Os mortos vivos e o que a ficção pode ensinar sobre as fake news

Publicado em Economia

LUIZ CALCAGNO

 

 

O cineasta George Andrew Romero deu cara e força a um gênero cinematográfico de terror que apresenta como elemento principal os mortos vivos. O primeiro filme da série, e provavelmente o mais profundo de todos é o clássico Night of the living dead (1968), ou, em português, A noite dos mortos vivos, que coloca os protagonistas presos em uma casa cercada pelas criaturas. Ninguém sabe como começou, só que eles estão trancados e com parcos recursos para sobreviver. Sair significa juntar-se a horda. Mas não é tão simples. Os principais inimigos não são os mortos, mas, os medos e preconceitos daquele grupo confinado e obrigado a conviver.

 

 

O mais sensato dos personagens é um homem negro. Por conta da cor de sua pele, ele tem dificuldades em se fazer ouvir pelos outros. Há, ainda, um pai e uma mãe, que escondem no porão a filha contaminada pelos mortos. Uma bomba relógio do lado de dentro. Uma excelente metáfora para um sacrifício de amor, mas, também, para a hipocrisia da imagem da família que esconde aqueles que ama por serem, de alguma forma, diferentes. O inesperado disso tudo é a metáfora cair tão bem em um momento em que as fake news (que também já foram abordadas em um dos filmes de Romero – O diário dos mortos) ocupam um espaço tão grande no debate público. 

 

 

Brasileiros de diferentes realidades, cercados pelas falsas informações e brigando entre si, presos a um mesmo governo. A comparação porém, é ainda mais literal que parece.
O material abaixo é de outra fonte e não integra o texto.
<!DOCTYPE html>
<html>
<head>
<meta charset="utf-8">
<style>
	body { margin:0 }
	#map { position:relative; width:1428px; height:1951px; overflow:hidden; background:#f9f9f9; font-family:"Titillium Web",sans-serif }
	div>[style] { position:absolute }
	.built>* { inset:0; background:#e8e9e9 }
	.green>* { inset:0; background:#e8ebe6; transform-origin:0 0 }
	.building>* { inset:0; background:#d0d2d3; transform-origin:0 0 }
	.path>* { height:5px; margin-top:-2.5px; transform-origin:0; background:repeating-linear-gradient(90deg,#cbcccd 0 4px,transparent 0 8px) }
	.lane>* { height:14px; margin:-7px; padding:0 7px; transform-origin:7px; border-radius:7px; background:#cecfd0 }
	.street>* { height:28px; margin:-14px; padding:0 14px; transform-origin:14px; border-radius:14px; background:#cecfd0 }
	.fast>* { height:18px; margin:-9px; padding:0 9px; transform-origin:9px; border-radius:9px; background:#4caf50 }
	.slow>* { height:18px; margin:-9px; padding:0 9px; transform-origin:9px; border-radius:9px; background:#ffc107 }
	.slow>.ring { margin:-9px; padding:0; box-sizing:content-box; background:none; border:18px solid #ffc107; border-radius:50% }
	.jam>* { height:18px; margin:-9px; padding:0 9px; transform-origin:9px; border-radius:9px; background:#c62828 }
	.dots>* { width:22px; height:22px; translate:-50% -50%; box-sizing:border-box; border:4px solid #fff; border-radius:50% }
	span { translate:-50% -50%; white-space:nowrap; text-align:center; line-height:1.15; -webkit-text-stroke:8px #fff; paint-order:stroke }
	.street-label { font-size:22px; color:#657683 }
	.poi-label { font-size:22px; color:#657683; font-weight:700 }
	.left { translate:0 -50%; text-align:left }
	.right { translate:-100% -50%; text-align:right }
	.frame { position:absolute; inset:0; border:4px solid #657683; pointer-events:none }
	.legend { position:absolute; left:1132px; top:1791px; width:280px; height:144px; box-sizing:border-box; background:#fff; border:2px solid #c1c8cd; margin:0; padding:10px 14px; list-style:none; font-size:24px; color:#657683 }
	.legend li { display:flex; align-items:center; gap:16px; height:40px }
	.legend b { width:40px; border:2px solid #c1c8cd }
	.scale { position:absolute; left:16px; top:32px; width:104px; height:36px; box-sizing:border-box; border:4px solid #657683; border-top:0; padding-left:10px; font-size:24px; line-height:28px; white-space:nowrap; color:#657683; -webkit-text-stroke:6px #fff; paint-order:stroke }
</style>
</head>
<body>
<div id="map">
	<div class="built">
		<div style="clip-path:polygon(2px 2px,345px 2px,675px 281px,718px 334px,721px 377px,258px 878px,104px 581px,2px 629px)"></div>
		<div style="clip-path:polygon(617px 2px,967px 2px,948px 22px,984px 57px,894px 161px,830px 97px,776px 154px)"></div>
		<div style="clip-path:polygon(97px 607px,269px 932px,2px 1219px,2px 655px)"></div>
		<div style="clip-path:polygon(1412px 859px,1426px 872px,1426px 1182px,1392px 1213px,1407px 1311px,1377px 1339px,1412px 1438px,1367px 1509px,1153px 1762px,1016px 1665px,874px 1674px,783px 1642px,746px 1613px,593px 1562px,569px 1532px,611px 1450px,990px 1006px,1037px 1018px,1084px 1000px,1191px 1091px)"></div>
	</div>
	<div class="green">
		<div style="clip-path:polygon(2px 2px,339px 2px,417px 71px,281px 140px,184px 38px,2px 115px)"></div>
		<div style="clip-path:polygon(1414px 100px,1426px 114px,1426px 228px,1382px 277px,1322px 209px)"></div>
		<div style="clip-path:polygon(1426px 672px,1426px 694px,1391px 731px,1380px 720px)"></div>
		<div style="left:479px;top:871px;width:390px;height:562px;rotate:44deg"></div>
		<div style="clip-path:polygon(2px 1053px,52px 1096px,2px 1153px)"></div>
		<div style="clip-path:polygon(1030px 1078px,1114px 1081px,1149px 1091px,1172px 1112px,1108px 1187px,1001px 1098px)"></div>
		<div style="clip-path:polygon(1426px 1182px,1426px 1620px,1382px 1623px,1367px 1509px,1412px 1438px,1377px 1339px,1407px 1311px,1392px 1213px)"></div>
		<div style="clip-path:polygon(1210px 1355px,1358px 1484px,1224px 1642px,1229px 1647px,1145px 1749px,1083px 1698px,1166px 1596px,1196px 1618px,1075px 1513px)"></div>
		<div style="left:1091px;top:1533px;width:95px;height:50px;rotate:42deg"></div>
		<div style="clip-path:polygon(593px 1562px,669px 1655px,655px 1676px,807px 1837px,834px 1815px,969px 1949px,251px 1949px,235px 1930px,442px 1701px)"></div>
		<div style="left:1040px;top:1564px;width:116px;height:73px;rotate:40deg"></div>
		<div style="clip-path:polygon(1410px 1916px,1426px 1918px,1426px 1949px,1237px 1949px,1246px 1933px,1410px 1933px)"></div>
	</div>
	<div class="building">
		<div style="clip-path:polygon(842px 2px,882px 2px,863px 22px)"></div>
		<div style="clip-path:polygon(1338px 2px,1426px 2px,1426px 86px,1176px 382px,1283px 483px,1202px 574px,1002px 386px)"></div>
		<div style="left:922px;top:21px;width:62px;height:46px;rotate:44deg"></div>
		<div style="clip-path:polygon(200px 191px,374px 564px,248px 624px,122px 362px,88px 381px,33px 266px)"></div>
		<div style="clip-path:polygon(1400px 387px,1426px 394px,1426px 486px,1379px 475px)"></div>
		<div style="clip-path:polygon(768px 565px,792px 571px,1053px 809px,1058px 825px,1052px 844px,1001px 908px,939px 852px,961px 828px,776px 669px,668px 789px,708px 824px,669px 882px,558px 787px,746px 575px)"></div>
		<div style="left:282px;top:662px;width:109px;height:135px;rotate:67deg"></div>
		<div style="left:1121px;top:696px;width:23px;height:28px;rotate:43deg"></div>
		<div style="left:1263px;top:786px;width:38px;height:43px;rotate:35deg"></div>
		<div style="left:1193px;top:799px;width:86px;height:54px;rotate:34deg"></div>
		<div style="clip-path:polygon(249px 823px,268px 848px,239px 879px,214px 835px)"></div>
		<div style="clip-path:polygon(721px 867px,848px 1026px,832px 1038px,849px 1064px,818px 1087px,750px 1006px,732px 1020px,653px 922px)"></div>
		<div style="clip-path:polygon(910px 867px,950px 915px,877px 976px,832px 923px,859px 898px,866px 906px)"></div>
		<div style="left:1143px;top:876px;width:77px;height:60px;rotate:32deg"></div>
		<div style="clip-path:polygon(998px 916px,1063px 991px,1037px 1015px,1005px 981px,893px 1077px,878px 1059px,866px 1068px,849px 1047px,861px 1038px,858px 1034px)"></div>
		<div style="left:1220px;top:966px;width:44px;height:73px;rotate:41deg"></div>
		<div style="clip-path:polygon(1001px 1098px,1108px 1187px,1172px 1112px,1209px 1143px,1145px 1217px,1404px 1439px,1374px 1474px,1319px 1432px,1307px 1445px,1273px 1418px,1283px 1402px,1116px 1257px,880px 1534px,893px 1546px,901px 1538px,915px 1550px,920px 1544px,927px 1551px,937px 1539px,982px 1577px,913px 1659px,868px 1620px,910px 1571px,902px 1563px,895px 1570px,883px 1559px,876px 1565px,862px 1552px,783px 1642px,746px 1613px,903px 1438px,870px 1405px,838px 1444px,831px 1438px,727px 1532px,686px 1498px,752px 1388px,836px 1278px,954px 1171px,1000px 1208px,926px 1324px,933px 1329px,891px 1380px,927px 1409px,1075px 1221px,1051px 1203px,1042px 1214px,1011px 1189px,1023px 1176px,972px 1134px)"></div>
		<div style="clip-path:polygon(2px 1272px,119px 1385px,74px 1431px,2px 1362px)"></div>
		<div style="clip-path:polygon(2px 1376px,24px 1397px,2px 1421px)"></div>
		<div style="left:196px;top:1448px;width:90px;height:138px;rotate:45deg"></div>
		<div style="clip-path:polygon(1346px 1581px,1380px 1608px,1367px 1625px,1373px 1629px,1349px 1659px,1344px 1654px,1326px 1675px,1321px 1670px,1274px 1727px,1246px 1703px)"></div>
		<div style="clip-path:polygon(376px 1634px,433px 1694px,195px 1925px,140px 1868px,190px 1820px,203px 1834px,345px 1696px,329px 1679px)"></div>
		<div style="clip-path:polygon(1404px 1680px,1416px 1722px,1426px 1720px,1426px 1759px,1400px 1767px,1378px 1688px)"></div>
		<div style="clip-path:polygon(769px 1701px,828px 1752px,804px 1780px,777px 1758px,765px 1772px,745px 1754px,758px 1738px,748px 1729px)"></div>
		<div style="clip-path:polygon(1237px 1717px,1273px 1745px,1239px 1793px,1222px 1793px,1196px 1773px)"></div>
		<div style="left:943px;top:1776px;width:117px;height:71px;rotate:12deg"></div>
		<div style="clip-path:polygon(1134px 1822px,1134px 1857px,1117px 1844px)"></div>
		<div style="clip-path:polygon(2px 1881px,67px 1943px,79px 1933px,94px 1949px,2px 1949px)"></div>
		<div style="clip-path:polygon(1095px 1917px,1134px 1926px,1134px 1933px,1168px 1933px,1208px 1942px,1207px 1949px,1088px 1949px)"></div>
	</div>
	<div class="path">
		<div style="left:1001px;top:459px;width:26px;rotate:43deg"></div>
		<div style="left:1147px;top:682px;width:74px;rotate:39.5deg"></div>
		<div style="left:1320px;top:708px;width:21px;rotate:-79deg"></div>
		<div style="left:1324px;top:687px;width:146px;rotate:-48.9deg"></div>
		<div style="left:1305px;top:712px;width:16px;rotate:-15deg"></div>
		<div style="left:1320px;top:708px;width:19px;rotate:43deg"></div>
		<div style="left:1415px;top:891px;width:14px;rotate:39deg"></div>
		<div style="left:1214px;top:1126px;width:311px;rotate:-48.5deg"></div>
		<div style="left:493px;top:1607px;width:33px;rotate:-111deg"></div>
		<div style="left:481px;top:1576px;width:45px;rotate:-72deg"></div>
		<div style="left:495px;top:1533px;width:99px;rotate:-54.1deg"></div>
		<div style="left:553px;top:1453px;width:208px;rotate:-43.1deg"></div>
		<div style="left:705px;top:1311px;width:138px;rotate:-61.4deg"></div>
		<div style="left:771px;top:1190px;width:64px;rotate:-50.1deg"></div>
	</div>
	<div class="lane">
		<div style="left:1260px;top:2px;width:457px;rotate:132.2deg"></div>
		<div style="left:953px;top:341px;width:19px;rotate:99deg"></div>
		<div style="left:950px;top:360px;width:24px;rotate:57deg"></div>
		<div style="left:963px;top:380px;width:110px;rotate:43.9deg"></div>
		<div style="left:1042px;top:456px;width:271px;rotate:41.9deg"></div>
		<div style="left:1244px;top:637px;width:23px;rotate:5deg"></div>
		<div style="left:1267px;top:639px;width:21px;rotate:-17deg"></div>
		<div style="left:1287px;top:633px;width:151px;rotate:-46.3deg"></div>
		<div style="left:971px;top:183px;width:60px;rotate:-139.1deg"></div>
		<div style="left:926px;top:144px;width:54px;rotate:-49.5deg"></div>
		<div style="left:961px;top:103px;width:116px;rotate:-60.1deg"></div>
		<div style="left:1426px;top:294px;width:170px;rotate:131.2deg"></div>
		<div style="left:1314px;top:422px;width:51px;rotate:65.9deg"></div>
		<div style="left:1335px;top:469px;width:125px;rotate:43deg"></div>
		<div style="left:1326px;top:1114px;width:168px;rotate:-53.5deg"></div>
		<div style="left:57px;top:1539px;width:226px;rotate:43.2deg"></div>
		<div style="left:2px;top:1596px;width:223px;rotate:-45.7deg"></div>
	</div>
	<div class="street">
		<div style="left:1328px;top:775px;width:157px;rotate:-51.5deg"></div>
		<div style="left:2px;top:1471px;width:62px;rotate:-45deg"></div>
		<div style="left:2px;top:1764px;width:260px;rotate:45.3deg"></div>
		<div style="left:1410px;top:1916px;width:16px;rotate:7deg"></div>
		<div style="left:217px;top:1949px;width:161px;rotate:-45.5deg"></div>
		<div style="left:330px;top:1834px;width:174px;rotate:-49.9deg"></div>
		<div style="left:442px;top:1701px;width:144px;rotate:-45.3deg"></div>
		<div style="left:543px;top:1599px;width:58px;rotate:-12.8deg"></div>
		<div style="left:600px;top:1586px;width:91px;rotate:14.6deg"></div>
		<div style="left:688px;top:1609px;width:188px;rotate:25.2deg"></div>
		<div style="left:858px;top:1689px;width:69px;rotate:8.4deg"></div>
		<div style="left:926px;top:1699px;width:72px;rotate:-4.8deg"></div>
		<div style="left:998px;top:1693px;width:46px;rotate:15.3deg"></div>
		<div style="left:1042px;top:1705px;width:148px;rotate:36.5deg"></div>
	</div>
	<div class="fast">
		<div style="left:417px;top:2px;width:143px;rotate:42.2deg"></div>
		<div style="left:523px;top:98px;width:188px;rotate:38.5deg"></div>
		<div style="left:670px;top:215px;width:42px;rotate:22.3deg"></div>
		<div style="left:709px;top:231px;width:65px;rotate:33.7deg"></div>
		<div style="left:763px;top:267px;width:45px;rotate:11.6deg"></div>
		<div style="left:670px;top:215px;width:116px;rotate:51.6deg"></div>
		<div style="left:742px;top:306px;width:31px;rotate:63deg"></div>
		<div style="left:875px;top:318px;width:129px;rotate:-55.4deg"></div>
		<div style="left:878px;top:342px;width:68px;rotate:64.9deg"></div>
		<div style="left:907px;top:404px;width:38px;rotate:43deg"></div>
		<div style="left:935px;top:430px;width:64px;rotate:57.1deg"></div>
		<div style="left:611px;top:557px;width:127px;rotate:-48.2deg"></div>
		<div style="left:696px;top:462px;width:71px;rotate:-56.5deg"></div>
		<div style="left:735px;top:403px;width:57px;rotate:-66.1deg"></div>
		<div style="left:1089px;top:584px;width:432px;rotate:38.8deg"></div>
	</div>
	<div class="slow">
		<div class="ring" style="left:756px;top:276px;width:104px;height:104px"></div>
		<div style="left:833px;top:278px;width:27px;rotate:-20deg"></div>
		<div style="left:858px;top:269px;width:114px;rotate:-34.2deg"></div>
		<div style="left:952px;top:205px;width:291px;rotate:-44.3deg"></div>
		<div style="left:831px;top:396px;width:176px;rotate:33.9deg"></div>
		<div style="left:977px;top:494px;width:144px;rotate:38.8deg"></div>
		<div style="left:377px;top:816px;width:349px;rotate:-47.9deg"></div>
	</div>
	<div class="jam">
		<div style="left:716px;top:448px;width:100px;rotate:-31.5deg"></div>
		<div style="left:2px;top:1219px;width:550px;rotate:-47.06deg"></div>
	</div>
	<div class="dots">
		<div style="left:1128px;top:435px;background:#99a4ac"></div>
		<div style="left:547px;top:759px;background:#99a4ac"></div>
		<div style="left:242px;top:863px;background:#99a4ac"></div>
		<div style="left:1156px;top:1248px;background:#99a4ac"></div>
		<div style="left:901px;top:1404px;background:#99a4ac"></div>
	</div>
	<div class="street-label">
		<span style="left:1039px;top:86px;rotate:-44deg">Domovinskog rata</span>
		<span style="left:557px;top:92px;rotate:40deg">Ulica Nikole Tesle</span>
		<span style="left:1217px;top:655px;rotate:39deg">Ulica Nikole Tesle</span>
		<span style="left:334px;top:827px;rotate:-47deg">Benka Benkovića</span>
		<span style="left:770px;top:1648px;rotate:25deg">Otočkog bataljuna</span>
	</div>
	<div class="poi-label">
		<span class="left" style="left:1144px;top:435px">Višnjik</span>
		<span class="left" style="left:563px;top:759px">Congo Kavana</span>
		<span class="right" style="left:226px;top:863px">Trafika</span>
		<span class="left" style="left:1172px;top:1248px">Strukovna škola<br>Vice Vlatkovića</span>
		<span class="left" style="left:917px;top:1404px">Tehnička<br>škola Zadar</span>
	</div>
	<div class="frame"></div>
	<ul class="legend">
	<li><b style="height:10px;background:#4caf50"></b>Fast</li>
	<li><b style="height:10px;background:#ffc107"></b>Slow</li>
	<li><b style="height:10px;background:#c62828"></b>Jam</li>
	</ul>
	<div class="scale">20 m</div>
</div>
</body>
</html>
Em conversa com o Correio, o presidente da Comissão Parlamentar Mista de Inquérito (CPMI) das Fake News, senador Angelo Coronel (PSD-BA), revelou que, para criar falsos perfis de whatsapp e disseminar os textos mentirosos, os responsáveis pelo trabalho sujo usam o Cadastro de Pessoa Física (CPF) de pessoas que já morreram e, agora, sem descanso, estão condenadas a disparar mentiras para os conturbados grupos familiares, por exemplo.

 

 

Combatendo os mortos

Na ficção de 1968, armados, um grupo de caipiras (em inglês, rednecks) conseguem controlar a situação e, por assim dizer, matar os que já estavam mortos. Na casa, porém o bando pouco sabe do que ocorreu. Eliminaram a grande ameaça, mas conservaram os medos e preconceitos, estes, bem vivos e difíceis de se combater. Na vida real, porém, a ferramenta para combater os mortos vivos é a legislação. 

 

 

Na primeira sessão da CPMI após o recesso, marcada para às 14h desta quarta-feira (5/2), o colegiado irá votar os pedidos de quebra de sigilo de perfis de Twitter e Instagram. Em sua maioria, são contas citadas pelos deputados federais Alexandre Frota (PSDB-SP) e Joice Hasselmann (PSL-SP) durante os respectivos depoimentos. Entre os perfis estão os dos integrantes do que deputados chamam de “Gabinete do Ódio”, que funcionaria no Palácio do Planalto. Há, ainda, o dos necromantes responsáveis por ressuscitar os CPFs de quem já morreu e merecia o descanso eterno.

 

 

Para coibir o assédio aos vivos e aos mortos, Angelo Coronel elaborou um projeto de lei para obrigar que a compra de chip pré-pago ocorra somente nas lojas e mediante a apresentação do CPF cadastrado na Receita Federal. A intenção é evitar o uso dos cadastros dos mortos. Nos bastidores, parlamentares cogitam tornar obrigatório, também, o uso de CPFs para a criação de perfis em todas as redes sociais, para facilitar o rastreio de milicianos digitais e disseminadores de fake news. A ideia seria, inclusive, forçar um recadastro dos perfis que não registraram o CPF dos usuários.

 

 

E o PT?

Deputados votarão, ainda, requerimentos de pedido de informações ao Ministério Público Federal sobre as investigações da Lava Jato. O caso em questão é o suposto uso de dinheiro da Petrobras no pagamento de R$ 200 mil para a reativação do perfil “Dilma Bolada”, que apoiava a ex-presidente Dilma Rousseff. Os governistas da CPI também querem informações do Twitter, Facebook, TSE e MPF sobre o “Mensalinho do Twitter”, em que, nas eleições de 2018, candidatos do PT teriam pago para que influenciadores digitais para fazerem postagens favoráveis às candidaturas sem, no entanto, especificar que se tratava de campanha eleitoral.

 

 

O último item da pauta é um requerimento do próprio Angelo Coronel (PSD-BA). Com base em um estudo da Sociedade Brasileira de Imunizações, o presidente da comissão quer que o Google e o Facebook enviem informações de registro, acesso, postagens e demais dados de perfis e sites apontados em como grandes disseminadores de Fake News sobre saúde no Brasil. Esses mesmos grupos são suspeitos de promover ataques contra temas de saúde pública mas, também, a adversários políticos.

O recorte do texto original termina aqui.